MONTREAL, QUEBEC--(Marketwired - Sept. 3, 2014) - Peak Positioning Technologies Inc. (TSX VENTURE:PKK) (PINKSHEETS:PKKFF) ("Peak" or the "Company") today announced that on August 29, the Company closed a non-brokered private placement financing consisting in the sale of 5,020,000 units at a price of CAD$0.05 per unit and issued CAD$250,200 in secured debentures for total gross proceeds of CAD$501,200 (the "Financing").
Each unit (a "Unit") sold as part of the Financing consists of one (1) common share and one (1) one common share purchase warrant. Each common share purchase warrant entitles its holder to purchase one common share of Peak, at the price of CAD$0.10, for a twelve (12) month period following the closing date. Peak has paid a cash commission finder's fee, to eligible persons who helped place the Units, equal to 8% of the gross proceeds of the Units they helped sell. Peak has also granted finder's compensation options to the same eligible persons who helped place the Units entitling them to purchase a number of Peak common shares equal to 8% of the total number of Units they helped sell, exercisable at the price of CAD$0.05 per common share for a twelve (12) month period following the closing date, and exercisable at the price of CAD$0.10 per common share after the initial twelve (12) month period following the closing date up to a maximum of twenty-four (24) months from the closing date.
The debentures issued as part of the Financing pay an annual interest rate of 10%, mature 16 months from the date of their issuance, are secured by the aggregate assets of the Company, and were issued along with 1,000,800 bonus common shares of the Company.
The securities issued pursuant to the Financing are subject to a hold period expiring four (4) months and one day from the date of closing.
The proceeds of the Financing will be used to help the Company meet its working capital payment obligations under the terms and conditions of its agreement to acquire LongKey Hong Kong Limited ("LongKey"), and for working capital purposes.

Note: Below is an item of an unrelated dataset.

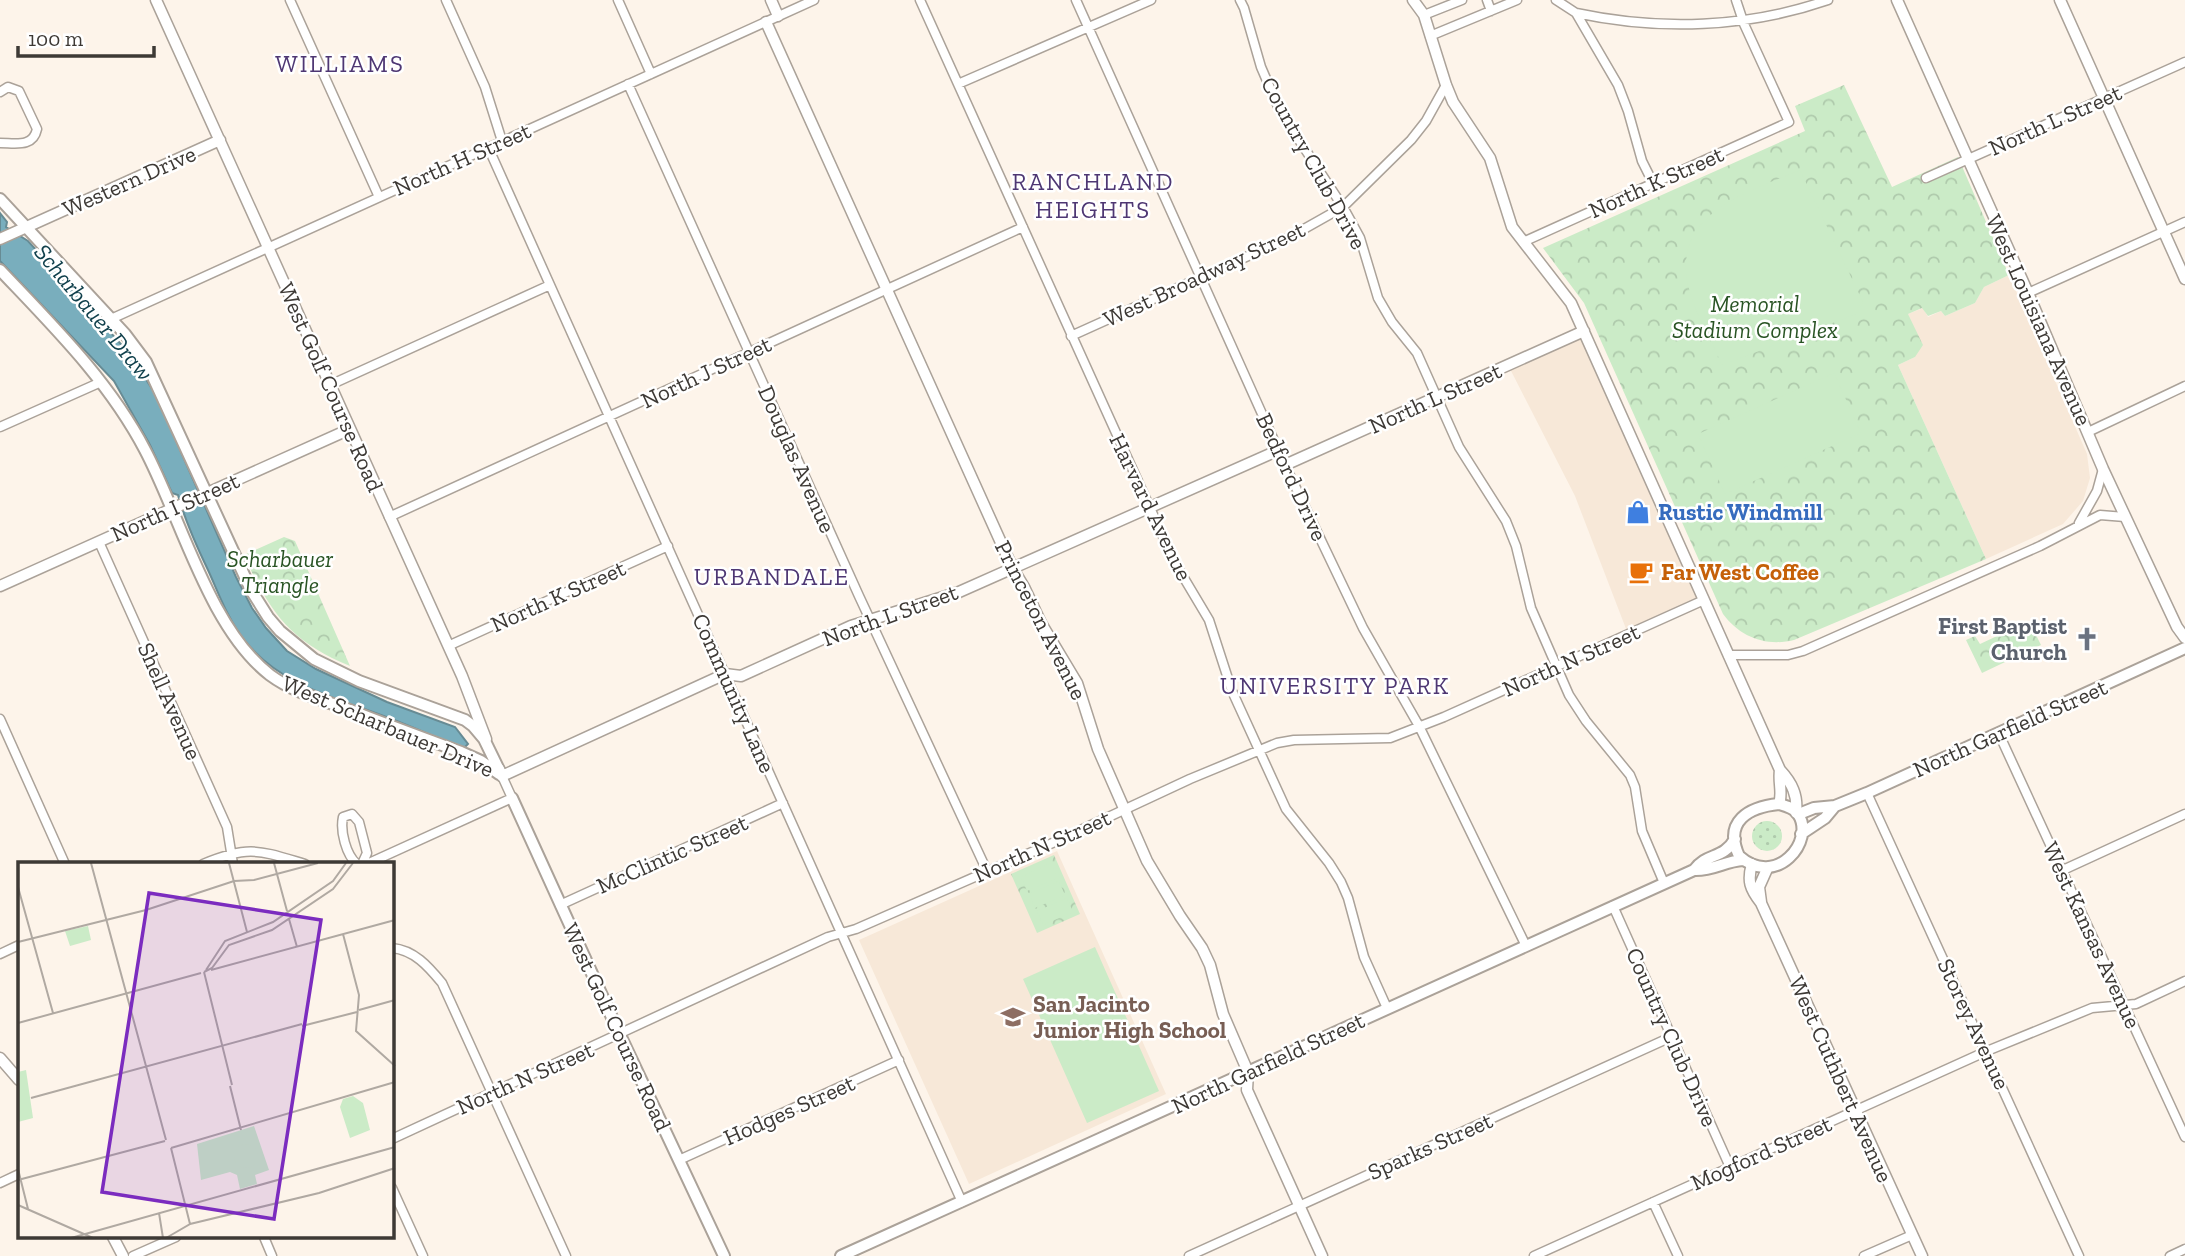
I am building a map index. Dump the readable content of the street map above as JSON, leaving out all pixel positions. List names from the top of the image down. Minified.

"We want to thank our existing stakeholders for their continued support and would like to welcome our new shareholders to the Peak Positioning family", said Johnson Joseph, President and CEO of Peak. "We're looking forward to closing on the second half of the financing and continuing to progress on the execution of our strategic plan to deliver long-term value for our shareholders, which centers on our planned acquisition of LongKey", concluded Mr. Joseph.
Pursuant to Policy 5.9 of the TSXV and Multilateral Instrument 61-101 Respecting protection of minority security holders in special transactions ("MI 61-101"), the Financing constitutes a "related party transaction" as certain directors and officers of Peak (the "Related Parties") subscribed to the Units. In reviewing the applicable valuation requirements under MI 61-101, Peak has determined that the exemption set out in subsection 5.5 (a) of MI 61-101 is applicable since the aggregate consideration to be paid by the Related Parties does not exceed 25% of the market capitalization of Peak at the date hereof. In addition, subsection 5.7(a) provides that a transaction meeting such criteria is also exempt from the minority shareholder approval requirement. The board of directors of Peak has unanimously approved the Financing. Peak has not filed a material change report 21 days prior to the closing of the Financing as participation of insiders had not been established at that time.